Court of Civil Appeals of Texas, 1916

Attaway v. Schmidt & Madigan Grocery Co.

Attaway v. Schmidt & Madigan Grocery Co.
Court of Civil Appeals of Texas · Decided October 19, 1916 · Harper
188 S.W. 1010; 1916 Tex. App. LEXIS 966 (South Western Reporter)

Attaway v. Schmidt & Madigan Grocery Co.

Opinion of the Court

HARPER, C. J.

This case was filed in the justice court by appellee against appellant for $175, the alleged value of a horse placed in livery stable for keep and board. Judgment was for appellee both in justice court and in the county court. From the latter this appeal is perfected.

The appellant urges, first, that it was error for the court to give the following charge:

“You are instructed that if you find that the defendants’ failure, if any, to employ a veterinary surgeon to treat the wound of said horse within a reasonable time after they learned of said injury, and their conduct in attempting to themselves treat the wound was negligence and was the natural and probable cause of said horse contracting the disease known as lockjaw, and that its death was the natural and probable consequence of said disease, then you should find for plaintiff.”
“In this connection, you are further instructed that it was the duty of the defendants, as caretakers of this horse, to see that the wound on the horse was properly treated, and that if defendants were unwilling to render such medical aid, it was their duty to notify plaintiff accordingly, a failure to perform this duty would be negligence.”

The proposition is:

“Where plaintiff sued for damages, alleging that the defendant was negligent in the care of a horse and the evidence offered shows a contract entered into for boarding a horse, and no agreement is shown to have been entered into by defendants to give the horse medical treatment or provide a veterinary surgeon if the horse became injured, the court erred in instructing the jury that it was the defendant’s duty to furnish a veterinary surgeon, and if the defendants failed in this, they would be guilty of negligence; there being no evidence to support the charge.”

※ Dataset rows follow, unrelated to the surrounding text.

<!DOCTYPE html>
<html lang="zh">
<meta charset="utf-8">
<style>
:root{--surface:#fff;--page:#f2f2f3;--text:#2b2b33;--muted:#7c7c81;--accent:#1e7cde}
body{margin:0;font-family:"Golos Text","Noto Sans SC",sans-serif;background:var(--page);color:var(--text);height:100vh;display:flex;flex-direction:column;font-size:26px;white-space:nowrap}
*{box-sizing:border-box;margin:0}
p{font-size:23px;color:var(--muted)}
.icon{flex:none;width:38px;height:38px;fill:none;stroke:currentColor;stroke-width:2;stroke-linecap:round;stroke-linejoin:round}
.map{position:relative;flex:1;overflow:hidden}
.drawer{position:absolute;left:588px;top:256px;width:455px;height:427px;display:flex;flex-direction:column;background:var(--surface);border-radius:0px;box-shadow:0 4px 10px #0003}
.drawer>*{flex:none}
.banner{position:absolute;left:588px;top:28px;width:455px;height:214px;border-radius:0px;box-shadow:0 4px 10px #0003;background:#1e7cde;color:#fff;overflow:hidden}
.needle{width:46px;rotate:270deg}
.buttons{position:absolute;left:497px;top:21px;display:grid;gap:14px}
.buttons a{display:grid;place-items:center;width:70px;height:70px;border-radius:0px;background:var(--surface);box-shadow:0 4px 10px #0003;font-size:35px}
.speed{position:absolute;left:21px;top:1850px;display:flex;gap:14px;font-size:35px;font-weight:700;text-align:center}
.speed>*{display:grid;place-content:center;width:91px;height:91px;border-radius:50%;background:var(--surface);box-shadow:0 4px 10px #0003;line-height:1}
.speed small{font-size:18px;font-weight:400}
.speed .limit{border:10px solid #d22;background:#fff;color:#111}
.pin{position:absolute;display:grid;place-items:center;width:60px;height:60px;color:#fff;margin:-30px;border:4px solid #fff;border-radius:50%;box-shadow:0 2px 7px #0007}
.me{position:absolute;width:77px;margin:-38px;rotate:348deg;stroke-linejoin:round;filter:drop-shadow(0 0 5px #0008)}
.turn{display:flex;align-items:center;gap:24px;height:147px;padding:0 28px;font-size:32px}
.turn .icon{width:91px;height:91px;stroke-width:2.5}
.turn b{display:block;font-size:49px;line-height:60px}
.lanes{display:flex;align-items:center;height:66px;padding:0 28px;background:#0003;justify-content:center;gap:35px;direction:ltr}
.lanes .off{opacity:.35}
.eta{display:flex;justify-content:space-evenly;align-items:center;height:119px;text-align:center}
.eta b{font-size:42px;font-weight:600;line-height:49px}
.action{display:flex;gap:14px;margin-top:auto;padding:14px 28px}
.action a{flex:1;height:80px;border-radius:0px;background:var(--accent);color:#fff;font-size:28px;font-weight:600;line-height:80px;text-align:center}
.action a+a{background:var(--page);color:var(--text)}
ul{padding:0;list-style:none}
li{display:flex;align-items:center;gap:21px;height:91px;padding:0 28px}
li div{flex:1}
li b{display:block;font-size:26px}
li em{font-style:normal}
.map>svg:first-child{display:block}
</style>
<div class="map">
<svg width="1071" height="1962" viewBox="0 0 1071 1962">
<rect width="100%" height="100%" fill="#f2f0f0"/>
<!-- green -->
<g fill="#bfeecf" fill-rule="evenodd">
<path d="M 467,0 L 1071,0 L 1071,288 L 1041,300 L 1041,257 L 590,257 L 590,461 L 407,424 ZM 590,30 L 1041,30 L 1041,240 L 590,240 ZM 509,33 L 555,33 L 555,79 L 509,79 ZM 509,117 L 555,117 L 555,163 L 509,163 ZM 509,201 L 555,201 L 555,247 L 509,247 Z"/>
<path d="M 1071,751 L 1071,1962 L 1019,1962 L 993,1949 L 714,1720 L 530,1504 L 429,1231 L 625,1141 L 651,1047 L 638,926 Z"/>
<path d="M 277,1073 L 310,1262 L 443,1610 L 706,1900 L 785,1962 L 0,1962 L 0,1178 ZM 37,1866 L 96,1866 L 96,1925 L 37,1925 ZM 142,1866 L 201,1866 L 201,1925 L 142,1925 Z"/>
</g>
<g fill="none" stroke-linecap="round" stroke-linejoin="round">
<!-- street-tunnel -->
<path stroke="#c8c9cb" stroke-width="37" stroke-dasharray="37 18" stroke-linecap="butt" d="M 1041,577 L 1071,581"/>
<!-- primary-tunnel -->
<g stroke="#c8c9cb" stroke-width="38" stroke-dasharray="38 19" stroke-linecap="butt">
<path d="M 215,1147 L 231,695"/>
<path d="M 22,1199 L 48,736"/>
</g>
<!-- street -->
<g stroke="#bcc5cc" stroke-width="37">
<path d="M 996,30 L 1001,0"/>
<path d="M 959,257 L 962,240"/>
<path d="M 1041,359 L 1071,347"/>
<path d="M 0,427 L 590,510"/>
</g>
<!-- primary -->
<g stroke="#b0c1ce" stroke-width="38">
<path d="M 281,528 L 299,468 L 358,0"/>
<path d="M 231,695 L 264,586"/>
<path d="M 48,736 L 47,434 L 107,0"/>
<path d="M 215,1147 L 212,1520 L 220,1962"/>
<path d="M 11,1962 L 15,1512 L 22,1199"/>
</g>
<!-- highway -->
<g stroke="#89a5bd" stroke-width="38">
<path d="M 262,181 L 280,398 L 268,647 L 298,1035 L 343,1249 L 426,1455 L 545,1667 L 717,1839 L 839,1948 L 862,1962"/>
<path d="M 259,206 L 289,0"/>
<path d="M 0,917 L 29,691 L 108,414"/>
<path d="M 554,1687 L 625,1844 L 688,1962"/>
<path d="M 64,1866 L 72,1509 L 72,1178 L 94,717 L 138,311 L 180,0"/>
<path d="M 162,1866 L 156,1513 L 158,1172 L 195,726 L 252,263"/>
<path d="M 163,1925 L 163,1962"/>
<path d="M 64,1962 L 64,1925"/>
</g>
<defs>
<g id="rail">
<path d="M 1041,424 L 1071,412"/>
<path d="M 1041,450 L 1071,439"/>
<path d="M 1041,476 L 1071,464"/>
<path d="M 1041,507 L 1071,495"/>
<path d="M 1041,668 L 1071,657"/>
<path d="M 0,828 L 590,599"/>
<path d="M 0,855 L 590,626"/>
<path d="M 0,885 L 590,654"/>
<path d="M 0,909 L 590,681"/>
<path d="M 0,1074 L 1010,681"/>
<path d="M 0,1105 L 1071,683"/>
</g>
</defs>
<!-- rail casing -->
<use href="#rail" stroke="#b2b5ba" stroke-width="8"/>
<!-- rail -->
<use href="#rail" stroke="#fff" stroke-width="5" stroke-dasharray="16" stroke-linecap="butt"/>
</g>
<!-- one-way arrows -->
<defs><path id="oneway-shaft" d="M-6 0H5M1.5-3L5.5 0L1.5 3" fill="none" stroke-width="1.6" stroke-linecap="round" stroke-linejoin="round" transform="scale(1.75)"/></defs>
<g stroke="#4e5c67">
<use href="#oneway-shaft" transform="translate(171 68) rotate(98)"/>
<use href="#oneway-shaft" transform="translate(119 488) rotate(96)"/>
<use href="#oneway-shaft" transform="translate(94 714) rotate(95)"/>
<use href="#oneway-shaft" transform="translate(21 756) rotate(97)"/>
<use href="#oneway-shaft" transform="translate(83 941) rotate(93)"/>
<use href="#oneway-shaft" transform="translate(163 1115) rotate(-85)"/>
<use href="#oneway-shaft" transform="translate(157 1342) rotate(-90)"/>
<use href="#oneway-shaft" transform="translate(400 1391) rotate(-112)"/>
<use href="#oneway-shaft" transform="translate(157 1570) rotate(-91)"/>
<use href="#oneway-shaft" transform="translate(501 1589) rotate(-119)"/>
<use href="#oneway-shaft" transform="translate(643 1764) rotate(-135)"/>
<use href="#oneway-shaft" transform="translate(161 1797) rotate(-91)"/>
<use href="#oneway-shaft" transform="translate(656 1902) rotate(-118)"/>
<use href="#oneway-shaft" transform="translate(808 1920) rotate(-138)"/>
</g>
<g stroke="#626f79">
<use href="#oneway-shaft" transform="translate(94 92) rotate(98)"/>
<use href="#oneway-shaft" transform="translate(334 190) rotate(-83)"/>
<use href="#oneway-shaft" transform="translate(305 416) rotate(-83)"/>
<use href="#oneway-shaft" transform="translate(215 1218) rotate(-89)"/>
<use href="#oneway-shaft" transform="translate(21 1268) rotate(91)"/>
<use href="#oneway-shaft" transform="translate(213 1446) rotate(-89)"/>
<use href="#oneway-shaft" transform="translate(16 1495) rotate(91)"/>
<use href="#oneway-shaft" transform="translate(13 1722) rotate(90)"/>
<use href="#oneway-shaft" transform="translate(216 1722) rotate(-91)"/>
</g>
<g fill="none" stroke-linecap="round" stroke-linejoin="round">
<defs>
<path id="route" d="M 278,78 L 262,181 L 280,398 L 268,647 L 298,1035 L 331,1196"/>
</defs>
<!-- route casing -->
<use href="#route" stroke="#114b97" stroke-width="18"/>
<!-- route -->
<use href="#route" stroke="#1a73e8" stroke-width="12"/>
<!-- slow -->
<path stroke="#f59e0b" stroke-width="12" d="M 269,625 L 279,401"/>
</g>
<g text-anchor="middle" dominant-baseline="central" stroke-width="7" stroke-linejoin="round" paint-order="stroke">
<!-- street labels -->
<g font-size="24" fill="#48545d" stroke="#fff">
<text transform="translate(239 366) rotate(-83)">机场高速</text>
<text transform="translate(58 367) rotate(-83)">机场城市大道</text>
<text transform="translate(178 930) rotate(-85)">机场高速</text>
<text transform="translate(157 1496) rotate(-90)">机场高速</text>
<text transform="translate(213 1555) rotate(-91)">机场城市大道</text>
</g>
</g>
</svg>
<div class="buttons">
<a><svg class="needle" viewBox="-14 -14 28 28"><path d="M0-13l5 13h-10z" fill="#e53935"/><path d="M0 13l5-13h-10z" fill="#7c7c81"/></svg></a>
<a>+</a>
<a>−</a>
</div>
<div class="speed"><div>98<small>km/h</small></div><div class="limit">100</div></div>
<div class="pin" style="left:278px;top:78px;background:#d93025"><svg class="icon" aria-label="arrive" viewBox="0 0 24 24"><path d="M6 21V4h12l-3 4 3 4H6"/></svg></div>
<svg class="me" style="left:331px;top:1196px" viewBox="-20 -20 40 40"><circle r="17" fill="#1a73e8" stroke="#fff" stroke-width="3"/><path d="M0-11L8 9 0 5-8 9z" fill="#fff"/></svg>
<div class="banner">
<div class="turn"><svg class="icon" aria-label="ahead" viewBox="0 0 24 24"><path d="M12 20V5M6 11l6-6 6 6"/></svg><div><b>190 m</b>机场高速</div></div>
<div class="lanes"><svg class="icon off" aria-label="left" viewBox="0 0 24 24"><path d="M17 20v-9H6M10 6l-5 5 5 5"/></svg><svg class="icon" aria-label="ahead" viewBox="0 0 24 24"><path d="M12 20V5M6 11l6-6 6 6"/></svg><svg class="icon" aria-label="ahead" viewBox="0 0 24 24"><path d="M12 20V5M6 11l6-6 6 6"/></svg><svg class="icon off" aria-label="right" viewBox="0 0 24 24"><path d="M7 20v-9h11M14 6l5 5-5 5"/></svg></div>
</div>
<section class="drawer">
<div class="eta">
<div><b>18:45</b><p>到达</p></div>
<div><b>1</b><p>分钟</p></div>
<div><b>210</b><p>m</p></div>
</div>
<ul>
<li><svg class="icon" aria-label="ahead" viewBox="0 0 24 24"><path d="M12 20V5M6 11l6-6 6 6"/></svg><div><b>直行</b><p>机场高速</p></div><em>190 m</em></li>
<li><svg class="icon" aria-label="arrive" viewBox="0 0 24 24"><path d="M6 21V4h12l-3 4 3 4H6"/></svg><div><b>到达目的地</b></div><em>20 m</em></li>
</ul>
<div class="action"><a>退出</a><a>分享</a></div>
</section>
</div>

The court gave, with the charge complained of, the following charge:

“You are instructed that it was the duty of defendants to use ordinary care and prudence in taking care of the horse of plaintiff while in their custody, at their stable, and also to render proper medical aid to said horse after it was injured, adopting such means and using such methods in so taking care of the horse as are least likely to cause damage.
“In this connection you are further instructed that by the term ‘ordinary care’ as used in this charge is meant that degree of care, skill, and diligence which an ordinarily prudent person would use in the transaction of his own business under like or similar circumstances.”

[1, 2] It will be noted that the charge next above quoted gave the correct rule applicablé *1011 to the care required of stable keepers with respect to animals in their charge, and it will further he noted that the charge complained of submits to the jury the question: Was it negligence for the defendant to fail to employ a veterinary surgeon to treat the wound and to treat it themselves? And it does not charge the jury that it was the duty of the defendants to employ a veterinary surgeon, but leaves that matter to them under the other portions of the charge.

[3] It was not error for the court to permit the owner of the horse as a witness to testify that:

“Defendant told him that in his (defendant’s) opinion, it was not necessary to have a veterinary surgeon to treat the horse for the injury.”

Finding no error in the record, the judgment must be affirmed; and it is so ordered.